• [WHAT TO WORK ON]
One part of the entries below is wanted: the lines from the one containing "Summarize the content of the map image above" through the one containing "Annotation task. Describe". Write those out exactly and nothing else.

• [Saved entries]
════

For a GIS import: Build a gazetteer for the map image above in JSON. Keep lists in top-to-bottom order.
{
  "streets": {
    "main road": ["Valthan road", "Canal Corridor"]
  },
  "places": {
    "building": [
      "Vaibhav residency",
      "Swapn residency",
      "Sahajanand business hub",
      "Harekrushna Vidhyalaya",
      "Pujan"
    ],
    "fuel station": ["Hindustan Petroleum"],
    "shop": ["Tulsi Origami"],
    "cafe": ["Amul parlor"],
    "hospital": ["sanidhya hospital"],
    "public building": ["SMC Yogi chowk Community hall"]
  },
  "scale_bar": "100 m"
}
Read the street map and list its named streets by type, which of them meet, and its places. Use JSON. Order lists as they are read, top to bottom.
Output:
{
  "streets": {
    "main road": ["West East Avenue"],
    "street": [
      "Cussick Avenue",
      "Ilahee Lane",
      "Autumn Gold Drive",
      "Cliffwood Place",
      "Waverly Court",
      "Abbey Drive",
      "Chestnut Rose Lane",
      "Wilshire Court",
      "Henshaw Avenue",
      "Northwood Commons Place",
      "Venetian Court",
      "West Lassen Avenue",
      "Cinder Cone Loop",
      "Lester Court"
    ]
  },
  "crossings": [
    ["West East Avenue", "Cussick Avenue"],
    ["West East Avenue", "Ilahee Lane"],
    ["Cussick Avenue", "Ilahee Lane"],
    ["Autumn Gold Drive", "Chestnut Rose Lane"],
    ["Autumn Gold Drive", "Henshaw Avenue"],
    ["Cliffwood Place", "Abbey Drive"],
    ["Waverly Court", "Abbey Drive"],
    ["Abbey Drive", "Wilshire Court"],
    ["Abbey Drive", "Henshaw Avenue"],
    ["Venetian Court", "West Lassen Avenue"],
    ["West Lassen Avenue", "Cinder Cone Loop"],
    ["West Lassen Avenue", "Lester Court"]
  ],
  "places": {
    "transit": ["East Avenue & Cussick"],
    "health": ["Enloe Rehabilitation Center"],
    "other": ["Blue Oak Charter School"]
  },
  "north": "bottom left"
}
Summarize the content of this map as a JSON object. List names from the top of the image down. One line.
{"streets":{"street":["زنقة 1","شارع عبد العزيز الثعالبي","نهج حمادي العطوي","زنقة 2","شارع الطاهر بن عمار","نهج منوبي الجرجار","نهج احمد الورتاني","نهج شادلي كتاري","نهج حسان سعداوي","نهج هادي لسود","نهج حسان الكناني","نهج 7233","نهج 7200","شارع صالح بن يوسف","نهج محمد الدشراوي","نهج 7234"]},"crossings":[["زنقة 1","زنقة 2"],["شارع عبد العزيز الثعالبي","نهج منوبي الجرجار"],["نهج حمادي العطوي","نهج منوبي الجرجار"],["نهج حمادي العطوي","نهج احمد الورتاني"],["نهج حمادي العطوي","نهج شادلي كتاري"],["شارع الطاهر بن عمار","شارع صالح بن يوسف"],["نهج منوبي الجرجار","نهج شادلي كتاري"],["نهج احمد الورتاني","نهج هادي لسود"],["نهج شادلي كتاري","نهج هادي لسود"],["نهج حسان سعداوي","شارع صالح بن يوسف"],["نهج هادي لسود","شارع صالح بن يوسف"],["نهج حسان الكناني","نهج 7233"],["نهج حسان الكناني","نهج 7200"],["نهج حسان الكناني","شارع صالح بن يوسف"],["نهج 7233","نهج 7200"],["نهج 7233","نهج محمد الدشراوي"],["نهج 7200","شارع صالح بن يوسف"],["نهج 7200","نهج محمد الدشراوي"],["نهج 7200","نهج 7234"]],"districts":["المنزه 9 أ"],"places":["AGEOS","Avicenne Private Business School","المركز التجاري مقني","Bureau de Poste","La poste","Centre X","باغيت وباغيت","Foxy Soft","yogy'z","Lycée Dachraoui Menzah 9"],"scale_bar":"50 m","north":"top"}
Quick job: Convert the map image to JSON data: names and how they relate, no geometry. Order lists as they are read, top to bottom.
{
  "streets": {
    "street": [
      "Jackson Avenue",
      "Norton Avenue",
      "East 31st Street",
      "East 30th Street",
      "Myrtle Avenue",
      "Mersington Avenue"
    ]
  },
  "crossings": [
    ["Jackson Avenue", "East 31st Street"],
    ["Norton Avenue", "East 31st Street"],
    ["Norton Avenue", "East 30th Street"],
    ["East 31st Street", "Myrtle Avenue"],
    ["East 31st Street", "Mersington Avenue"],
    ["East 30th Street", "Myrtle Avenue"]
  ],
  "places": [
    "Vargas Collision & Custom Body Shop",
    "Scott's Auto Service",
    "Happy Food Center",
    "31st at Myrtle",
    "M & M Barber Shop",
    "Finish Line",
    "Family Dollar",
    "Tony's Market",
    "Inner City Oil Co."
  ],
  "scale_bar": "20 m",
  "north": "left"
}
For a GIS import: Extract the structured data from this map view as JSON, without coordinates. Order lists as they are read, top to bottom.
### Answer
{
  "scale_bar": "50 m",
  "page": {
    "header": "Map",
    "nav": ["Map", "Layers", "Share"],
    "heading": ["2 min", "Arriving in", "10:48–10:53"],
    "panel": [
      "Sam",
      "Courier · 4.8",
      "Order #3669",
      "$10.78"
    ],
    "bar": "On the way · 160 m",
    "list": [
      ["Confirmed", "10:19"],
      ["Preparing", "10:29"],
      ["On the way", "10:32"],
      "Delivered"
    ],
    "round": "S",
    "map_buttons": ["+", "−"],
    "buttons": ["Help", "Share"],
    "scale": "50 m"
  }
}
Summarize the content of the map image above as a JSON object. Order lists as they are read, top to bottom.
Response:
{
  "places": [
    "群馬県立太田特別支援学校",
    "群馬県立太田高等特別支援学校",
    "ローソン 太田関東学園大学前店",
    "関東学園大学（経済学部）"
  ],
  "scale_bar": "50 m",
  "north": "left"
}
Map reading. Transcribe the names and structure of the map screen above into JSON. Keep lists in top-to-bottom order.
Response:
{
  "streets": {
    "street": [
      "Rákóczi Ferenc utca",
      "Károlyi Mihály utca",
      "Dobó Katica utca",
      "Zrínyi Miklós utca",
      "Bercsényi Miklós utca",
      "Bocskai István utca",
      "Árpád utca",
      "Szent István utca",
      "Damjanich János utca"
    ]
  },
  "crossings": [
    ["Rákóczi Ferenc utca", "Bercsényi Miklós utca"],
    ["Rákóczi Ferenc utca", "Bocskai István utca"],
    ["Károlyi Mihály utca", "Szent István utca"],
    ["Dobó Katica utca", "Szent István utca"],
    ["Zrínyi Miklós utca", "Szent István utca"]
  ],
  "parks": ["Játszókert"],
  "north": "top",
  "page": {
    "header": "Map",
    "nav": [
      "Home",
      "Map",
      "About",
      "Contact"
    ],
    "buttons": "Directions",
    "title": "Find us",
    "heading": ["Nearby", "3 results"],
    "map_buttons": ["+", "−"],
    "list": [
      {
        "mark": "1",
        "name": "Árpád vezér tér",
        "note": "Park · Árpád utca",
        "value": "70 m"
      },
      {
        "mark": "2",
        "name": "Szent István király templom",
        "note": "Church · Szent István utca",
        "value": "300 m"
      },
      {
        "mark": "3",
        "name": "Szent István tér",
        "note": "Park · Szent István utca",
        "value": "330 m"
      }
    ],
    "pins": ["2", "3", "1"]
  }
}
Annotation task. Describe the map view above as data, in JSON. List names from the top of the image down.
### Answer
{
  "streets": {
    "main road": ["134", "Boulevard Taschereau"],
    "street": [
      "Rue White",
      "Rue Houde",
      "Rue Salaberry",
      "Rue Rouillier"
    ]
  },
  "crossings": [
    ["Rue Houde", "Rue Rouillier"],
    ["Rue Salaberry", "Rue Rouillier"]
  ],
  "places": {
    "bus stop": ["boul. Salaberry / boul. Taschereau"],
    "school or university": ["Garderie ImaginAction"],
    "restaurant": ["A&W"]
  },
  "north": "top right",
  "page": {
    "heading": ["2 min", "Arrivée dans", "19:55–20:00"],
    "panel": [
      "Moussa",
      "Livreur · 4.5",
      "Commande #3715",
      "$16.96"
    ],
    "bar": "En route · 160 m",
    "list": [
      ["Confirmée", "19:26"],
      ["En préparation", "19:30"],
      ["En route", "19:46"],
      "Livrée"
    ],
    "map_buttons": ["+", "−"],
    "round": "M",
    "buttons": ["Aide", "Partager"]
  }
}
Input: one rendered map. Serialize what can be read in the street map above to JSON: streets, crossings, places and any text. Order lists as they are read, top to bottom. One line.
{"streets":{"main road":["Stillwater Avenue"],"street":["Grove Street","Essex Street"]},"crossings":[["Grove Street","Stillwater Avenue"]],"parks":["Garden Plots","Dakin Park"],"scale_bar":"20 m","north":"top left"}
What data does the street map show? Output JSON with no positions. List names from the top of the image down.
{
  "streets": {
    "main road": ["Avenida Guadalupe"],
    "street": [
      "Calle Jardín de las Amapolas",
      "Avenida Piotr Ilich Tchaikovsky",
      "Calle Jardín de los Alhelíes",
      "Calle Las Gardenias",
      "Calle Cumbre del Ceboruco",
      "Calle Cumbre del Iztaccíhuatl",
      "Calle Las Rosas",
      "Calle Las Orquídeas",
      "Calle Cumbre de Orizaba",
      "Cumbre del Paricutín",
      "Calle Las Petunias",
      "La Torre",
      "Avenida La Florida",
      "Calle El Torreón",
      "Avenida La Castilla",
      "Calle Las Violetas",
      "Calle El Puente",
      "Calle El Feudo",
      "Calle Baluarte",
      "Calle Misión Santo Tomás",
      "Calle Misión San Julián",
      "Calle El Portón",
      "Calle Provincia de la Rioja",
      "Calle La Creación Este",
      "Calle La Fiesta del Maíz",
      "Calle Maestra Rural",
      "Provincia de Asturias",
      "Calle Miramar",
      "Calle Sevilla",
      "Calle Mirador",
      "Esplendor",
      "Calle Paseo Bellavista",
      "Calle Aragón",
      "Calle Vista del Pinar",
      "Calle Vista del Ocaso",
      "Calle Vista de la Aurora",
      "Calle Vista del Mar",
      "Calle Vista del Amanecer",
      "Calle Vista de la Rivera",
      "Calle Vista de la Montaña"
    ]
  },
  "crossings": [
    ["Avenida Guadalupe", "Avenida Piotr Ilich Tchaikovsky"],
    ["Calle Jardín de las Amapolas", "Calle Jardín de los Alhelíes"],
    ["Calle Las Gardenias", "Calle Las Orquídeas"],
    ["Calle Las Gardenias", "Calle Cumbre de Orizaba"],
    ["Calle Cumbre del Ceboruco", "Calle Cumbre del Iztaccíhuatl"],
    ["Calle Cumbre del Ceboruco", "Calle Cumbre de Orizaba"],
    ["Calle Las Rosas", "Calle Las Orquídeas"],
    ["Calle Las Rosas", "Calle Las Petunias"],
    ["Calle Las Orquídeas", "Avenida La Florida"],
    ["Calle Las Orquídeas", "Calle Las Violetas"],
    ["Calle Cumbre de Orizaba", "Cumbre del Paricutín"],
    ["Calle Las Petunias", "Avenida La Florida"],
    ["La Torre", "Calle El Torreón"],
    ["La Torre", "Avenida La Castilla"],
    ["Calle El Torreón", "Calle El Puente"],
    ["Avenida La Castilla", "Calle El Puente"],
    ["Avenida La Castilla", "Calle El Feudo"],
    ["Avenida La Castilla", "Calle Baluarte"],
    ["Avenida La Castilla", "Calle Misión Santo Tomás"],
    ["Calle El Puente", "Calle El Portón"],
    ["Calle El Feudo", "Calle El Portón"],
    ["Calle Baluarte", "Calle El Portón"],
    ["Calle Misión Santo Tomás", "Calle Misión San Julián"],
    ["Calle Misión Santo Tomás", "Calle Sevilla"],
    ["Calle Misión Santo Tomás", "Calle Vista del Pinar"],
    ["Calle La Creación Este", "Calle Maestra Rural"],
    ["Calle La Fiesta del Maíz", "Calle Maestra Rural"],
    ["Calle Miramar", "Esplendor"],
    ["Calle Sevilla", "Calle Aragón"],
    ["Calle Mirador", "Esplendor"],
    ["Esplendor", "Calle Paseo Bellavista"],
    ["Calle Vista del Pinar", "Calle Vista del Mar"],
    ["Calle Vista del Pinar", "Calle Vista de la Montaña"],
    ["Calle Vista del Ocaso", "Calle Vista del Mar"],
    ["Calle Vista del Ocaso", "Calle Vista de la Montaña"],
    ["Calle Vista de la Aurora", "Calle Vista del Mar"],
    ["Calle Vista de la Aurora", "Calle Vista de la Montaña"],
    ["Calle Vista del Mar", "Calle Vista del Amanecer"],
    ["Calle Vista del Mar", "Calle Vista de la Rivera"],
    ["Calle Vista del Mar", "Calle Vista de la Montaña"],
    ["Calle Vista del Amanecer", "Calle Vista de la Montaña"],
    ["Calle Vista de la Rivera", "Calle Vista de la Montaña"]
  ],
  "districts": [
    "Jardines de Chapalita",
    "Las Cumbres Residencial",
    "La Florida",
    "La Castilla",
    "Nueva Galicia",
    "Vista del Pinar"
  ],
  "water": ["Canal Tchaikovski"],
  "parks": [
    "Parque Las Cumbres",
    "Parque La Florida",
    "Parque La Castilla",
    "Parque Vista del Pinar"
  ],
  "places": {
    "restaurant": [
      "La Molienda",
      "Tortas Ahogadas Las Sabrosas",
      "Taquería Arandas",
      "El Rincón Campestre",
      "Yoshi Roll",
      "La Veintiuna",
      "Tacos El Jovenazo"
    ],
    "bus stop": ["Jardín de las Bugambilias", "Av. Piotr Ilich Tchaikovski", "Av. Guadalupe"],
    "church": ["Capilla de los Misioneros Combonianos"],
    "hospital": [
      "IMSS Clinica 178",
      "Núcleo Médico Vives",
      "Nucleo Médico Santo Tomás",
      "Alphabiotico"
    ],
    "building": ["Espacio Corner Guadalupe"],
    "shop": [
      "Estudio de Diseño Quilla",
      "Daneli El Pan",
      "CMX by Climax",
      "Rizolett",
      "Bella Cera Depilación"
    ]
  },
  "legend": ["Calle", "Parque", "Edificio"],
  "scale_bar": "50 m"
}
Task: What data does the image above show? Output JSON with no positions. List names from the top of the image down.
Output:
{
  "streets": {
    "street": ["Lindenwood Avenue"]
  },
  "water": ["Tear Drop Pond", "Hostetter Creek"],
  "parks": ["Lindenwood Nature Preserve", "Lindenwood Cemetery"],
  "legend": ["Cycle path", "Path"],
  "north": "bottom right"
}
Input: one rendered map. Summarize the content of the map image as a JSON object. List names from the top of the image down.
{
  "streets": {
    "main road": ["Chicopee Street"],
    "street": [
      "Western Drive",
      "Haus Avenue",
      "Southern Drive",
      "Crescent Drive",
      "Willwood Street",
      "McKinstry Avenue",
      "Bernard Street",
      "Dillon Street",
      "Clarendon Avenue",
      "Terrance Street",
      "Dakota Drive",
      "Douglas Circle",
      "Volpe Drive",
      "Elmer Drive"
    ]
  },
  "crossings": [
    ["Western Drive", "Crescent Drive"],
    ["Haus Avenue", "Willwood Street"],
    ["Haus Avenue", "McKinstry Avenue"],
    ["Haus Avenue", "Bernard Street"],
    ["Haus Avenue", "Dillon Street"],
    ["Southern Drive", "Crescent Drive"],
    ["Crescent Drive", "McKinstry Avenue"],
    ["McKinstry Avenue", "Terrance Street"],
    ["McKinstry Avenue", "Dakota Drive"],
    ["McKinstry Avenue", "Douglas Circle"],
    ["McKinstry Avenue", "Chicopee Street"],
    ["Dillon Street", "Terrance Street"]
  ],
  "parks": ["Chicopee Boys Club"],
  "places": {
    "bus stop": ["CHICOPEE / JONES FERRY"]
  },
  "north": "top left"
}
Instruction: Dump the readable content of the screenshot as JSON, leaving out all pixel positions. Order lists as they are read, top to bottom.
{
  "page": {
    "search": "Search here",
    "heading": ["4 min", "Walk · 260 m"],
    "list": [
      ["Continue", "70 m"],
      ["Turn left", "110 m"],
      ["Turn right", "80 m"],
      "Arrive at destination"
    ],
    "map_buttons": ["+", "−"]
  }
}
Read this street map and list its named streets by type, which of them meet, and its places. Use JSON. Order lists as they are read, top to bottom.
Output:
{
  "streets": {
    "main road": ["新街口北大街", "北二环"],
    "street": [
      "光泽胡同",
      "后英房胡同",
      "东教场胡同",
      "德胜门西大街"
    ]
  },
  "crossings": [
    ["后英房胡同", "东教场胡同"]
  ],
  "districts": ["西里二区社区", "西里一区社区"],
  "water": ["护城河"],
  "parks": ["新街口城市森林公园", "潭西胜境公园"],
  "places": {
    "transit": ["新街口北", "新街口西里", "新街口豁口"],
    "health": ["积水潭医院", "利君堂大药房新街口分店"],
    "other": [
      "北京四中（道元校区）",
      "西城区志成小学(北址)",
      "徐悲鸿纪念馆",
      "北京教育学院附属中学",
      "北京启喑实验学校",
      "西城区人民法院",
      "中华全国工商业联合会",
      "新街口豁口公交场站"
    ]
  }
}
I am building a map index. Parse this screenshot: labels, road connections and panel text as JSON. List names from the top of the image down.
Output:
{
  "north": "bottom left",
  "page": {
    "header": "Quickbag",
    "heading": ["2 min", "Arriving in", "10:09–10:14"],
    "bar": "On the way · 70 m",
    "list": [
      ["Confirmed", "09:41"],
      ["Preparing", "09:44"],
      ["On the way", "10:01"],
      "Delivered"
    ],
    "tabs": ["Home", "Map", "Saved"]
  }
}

════

• [EXERCISE SOLUTION]
Summarize the content of the map image above as a JSON object. Order lists as they are read, top to bottom.
Response:
{
  "places": [
    "群馬県立太田特別支援学校",
    "群馬県立太田高等特別支援学校",
    "ローソン 太田関東学園大学前店",
    "関東学園大学（経済学部）"
  ],
  "scale_bar": "50 m",
  "north": "left"
}
Map reading. Transcribe the names and structure of the map screen above into JSON. Keep lists in top-to-bottom order.
Response:
{
  "streets": {
    "street": [
      "Rákóczi Ferenc utca",
      "Károlyi Mihály utca",
      "Dobó Katica utca",
      "Zrínyi Miklós utca",
      "Bercsényi Miklós utca",
      "Bocskai István utca",
      "Árpád utca",
      "Szent István utca",
      "Damjanich János utca"
    ]
  },
  "crossings": [
    ["Rákóczi Ferenc utca", "Bercsényi Miklós utca"],
    ["Rákóczi Ferenc utca", "Bocskai István utca"],
    ["Károlyi Mihály utca", "Szent István utca"],
    ["Dobó Katica utca", "Szent István utca"],
    ["Zrínyi Miklós utca", "Szent István utca"]
  ],
  "parks": ["Játszókert"],
  "north": "top",
  "page": {
    "header": "Map",
    "nav": [
      "Home",
      "Map",
      "About",
      "Contact"
    ],
    "buttons": "Directions",
    "title": "Find us",
    "heading": ["Nearby", "3 results"],
    "map_buttons": ["+", "−"],
    "list": [
      {
        "mark": "1",
        "name": "Árpád vezér tér",
        "note": "Park · Árpád utca",
        "value": "70 m"
      },
      {
        "mark": "2",
        "name": "Szent István király templom",
        "note": "Church · Szent István utca",
        "value": "300 m"
      },
      {
        "mark": "3",
        "name": "Szent István tér",
        "note": "Park · Szent István utca",
        "value": "330 m"
      }
    ],
    "pins": ["2", "3", "1"]
  }
}
Annotation task. Describe the map view above as data, in JSON. List names from the top of the image down.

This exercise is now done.